You perfectly understand my purpose and, de facto, point a-b-c are correct.
About IPT, indeed, there is other reasons like metadata authoring, GBIF
publishing, Dwc files storage and, yes, i use it like a staging area.
> Some things perhaps worth considering:
> - is the IPT the best tool for this? Defining an intermediate format, and
> scripting this with SQL exports might be a better model. We have used
> Scriptella (http://scriptella.javaforge.com/) for several data migration
> projects and found it very good for transforming across schemas.
Thanks for advice, but i can't elaborate several script for dozens of DB,
it's a crazy job, i can't imagine to explore each schemas and construct
normalize data ( e.g scientificName, date, ... 176 terms ).
No, data providers have to make effort and IPT facilitates mapping step. I
just need to define data format to avoid multiple process method.
> - If you really do want to create extensions, can you please elaborate on
> what they would be?
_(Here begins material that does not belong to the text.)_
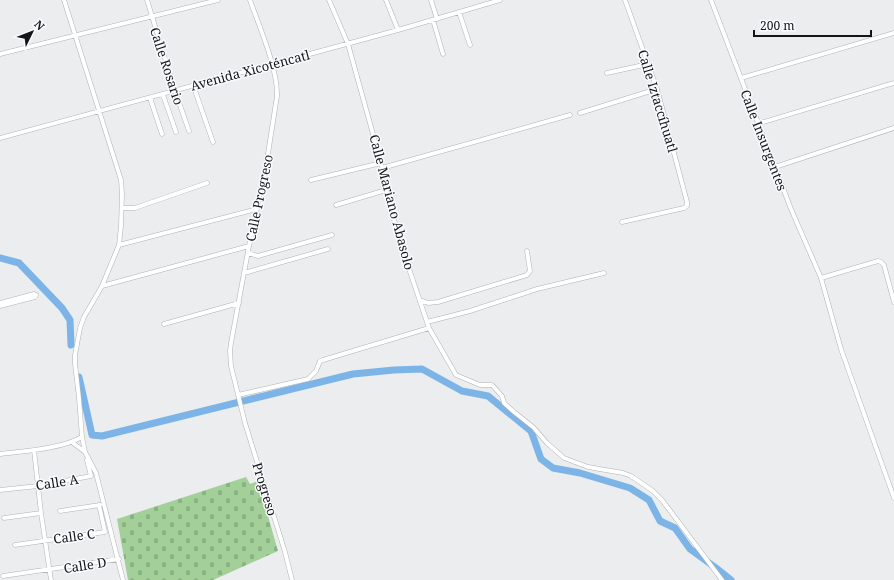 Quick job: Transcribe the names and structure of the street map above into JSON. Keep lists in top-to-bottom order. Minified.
{"streets":{"street":["Calle Rosario","Avenida Xicoténcatl","Calle Iztaccíhuatl","Calle Insurgentes","Calle Progreso","Calle Mariano Abasolo","Calle A","Progreso","Calle C","Calle D"]},"crossings":[["Calle Rosario","Avenida Xicoténcatl"],["Avenida Xicoténcatl","Calle Progreso"],["Avenida Xicoténcatl","Calle Mariano Abasolo"],["Calle Progreso","Progreso"]],"scale_bar":"200 m","north":"top right"}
Extensions are in general intended to be reusable by a
> wider community (e.g. standardised publishing of images) and without
> knowing more, it is not easy to comment if extensions are a good way to
> achieve what you want, or if you are really just looking for general
> purpose "extract transform load" (ETL) tools, for which there are many on
> the web; like scriptella.
I realised extension is not a solution, maybe create some new terms ;) but
for the moment [ Core occurrence with References - History - Multimedia
extensions ] are enough to describe data collection.
The purpose of my initial question was to know the possibility to create
easily my own extension and make it "IPT understandable" like just create a
xml file, put the file in the good folder and load IPT and see my extension
> I hope these comments come across as constructive and not a nuisance.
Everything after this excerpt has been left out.